I allow users to type Russian words in Latin letters. If user misspells Russian word in Latin letters, I want Solr spellchecker to suggest correct word in Cyrillic (Russian words in the index is in Cyrillic). However, if user misspells not a Russian word (for example a brand name), it should be corrected in Latin letters (not russian words in the index is in Latin).

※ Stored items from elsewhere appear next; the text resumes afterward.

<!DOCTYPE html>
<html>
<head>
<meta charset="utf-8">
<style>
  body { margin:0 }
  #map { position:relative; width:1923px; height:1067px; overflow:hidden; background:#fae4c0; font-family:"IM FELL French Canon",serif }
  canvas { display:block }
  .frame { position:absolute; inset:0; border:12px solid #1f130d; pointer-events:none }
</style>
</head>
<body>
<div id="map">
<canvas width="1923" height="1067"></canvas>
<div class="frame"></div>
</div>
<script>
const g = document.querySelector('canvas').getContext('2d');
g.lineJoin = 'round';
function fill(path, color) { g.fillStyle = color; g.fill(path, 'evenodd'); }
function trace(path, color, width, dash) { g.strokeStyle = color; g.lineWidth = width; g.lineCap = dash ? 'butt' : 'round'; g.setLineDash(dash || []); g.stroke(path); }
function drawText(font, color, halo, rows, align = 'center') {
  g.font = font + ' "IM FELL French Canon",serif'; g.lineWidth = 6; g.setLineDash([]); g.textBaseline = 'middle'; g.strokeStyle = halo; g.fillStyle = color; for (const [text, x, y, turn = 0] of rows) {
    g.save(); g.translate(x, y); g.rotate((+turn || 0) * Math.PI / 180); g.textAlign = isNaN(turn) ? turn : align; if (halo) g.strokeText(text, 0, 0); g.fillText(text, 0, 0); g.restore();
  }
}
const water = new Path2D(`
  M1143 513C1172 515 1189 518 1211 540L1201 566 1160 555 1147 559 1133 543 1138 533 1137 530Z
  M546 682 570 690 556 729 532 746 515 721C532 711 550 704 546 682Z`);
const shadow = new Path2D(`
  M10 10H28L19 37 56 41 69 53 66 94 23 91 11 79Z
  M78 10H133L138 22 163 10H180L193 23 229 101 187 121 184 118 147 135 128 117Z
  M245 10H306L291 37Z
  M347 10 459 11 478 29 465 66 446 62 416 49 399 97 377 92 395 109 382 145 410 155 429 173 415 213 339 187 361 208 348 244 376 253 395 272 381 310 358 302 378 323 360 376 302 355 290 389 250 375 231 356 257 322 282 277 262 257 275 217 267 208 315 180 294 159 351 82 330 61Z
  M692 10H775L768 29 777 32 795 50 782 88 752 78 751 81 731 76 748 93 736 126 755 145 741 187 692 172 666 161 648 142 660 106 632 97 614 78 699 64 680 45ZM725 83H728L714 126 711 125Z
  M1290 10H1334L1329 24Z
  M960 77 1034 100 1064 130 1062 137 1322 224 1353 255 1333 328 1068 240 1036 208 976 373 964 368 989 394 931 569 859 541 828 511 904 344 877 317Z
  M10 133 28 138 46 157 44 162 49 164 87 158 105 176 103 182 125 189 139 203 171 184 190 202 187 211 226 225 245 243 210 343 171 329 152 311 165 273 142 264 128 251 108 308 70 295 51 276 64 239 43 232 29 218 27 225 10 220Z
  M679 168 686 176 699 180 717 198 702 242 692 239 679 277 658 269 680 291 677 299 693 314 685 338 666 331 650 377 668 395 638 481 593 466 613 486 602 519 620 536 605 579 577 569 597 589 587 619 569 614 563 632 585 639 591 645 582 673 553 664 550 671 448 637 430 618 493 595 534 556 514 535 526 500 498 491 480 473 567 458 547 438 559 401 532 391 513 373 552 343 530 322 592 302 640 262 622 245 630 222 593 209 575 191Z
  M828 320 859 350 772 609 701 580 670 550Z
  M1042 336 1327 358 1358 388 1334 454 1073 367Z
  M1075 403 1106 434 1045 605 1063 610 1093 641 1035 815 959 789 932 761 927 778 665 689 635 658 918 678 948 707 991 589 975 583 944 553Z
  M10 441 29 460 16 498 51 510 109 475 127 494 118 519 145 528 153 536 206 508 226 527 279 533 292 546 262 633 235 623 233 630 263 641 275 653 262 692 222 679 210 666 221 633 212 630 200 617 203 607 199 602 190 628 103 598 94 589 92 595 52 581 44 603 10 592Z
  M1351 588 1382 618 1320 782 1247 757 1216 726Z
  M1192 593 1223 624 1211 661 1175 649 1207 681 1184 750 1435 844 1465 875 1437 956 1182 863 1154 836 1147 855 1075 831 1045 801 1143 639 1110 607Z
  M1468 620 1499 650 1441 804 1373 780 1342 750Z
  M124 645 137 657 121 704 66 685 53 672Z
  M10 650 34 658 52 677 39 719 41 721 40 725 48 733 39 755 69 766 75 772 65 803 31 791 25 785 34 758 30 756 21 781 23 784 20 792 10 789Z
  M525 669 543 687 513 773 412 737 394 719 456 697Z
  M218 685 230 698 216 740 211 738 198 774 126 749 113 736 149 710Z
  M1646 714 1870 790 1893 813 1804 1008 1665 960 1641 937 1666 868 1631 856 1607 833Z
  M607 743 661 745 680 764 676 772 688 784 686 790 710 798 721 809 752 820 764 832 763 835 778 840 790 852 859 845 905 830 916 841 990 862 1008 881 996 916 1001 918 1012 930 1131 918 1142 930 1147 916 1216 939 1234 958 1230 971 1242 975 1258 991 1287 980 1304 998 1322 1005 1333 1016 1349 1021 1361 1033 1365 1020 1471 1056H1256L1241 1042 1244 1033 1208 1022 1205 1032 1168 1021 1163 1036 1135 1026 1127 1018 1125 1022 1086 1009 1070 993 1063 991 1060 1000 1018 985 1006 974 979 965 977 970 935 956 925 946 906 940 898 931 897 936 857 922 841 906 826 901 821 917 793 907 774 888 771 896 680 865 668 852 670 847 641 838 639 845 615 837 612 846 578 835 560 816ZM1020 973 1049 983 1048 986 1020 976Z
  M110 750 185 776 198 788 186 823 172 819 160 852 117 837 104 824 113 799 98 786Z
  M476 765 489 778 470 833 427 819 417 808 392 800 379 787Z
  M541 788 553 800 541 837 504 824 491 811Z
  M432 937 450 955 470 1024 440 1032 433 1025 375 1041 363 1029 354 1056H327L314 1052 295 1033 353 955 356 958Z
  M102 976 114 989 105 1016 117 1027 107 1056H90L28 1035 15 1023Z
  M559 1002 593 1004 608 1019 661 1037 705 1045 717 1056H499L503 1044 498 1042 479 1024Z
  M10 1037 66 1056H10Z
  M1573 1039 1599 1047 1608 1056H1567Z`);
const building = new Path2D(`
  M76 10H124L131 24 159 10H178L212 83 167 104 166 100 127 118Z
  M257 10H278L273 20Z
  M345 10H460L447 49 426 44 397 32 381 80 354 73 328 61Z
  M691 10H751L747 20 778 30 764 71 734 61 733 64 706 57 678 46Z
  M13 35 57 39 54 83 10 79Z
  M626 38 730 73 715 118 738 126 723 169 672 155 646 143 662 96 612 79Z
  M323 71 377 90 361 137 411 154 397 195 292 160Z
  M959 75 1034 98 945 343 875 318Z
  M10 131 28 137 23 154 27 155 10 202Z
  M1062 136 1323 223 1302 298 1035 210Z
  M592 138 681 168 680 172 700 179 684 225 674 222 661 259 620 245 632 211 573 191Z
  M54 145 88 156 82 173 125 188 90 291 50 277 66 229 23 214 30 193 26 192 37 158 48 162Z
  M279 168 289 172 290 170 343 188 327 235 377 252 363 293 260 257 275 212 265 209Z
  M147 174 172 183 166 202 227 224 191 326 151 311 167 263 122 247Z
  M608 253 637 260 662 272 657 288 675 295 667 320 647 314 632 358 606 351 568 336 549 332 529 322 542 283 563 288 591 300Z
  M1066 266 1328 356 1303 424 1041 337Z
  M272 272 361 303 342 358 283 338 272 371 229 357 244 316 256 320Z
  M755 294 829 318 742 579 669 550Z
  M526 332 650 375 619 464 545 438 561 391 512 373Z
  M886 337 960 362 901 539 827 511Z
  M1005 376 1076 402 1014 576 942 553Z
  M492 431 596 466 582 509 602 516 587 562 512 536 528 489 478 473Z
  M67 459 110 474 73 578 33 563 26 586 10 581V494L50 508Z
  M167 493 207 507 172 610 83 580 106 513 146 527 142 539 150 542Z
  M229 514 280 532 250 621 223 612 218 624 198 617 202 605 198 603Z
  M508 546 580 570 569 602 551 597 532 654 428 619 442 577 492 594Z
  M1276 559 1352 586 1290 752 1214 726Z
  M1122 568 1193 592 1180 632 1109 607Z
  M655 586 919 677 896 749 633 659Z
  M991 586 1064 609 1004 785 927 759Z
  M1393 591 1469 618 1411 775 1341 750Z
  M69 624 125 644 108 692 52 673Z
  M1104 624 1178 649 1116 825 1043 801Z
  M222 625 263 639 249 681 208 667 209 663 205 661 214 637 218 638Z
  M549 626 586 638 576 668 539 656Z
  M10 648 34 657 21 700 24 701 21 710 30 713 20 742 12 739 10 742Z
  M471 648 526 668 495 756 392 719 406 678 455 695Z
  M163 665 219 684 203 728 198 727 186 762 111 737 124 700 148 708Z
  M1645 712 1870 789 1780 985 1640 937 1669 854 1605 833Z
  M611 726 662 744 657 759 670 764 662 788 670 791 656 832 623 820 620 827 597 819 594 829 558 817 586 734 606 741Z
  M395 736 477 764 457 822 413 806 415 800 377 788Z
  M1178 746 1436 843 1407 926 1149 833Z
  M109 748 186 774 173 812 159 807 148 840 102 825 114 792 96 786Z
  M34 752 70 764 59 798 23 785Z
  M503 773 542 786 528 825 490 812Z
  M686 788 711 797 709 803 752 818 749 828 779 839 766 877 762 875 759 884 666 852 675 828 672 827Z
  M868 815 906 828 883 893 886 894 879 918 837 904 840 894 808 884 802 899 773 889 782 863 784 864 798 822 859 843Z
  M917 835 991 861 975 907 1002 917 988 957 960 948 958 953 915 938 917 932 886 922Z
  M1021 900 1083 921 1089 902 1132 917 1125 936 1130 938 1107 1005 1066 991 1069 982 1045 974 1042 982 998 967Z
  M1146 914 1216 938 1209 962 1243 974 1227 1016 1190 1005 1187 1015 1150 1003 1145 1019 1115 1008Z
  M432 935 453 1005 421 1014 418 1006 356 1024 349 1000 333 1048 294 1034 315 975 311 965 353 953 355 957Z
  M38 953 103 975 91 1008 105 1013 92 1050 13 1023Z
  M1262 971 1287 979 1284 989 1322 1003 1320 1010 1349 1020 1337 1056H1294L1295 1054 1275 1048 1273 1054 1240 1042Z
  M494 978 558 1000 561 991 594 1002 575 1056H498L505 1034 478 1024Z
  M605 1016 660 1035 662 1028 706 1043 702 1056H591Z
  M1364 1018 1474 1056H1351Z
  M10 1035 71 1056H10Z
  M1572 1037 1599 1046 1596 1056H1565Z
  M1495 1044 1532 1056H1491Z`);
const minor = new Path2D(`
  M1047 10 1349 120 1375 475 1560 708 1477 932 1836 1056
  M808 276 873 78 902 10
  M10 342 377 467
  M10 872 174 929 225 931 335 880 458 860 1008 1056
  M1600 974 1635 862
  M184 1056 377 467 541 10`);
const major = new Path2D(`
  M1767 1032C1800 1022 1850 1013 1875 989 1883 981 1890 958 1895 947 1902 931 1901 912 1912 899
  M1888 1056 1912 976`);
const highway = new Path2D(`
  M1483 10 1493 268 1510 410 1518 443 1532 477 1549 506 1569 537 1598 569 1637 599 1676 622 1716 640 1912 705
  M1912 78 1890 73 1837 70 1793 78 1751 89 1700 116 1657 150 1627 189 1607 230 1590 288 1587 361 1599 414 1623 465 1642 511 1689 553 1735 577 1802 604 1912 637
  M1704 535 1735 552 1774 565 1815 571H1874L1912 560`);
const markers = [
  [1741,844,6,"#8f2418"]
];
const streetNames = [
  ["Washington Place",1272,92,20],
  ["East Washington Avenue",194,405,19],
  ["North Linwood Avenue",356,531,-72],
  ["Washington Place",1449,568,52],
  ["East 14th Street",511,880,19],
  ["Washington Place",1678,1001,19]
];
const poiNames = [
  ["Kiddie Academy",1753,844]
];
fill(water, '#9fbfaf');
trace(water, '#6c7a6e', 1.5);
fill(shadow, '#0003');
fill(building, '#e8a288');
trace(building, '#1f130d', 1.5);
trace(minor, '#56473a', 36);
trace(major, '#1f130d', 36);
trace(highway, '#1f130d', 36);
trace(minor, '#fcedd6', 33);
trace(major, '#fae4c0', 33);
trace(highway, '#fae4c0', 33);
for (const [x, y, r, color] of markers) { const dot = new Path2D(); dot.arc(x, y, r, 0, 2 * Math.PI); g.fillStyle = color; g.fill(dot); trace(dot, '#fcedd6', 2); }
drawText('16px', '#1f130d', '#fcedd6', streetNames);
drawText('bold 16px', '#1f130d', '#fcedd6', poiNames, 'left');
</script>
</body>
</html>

For example, tilevizor smasung should be fixed to телевизор samsung
Now I'm using the following configuration:
<fieldType name="spell_ru" class="solr.TextField" positionIncrementGap="100" omitNorms="true">
<analyzer type="query">
<tokenizer class="solr.StandardTokenizerFactory"/>
<filter class="solr.LowerCaseFilterFactory"/>
<filter class="solr.ICUTransformFilterFactory" id="Any-Cyrillic; NFD; [^\p{Alnum}] Remove" />
</analyzer>
<analyzer type="index">
<tokenizer class="solr.StandardTokenizerFactory"/>
<filter class="solr.LowerCaseFilterFactory"/>
<filter class="solr.LengthFilterFactory" min="3" max="256" />
</analyzer>
</fieldType>
It converts query to Cyrillic letters, so Russian words correction works. But Latin doesn't. (tilevizor to телевизор works, but smasung to samsung doesn't).
Any ideas, how can I make spellchecker to correct both Cyrillic and Latin words?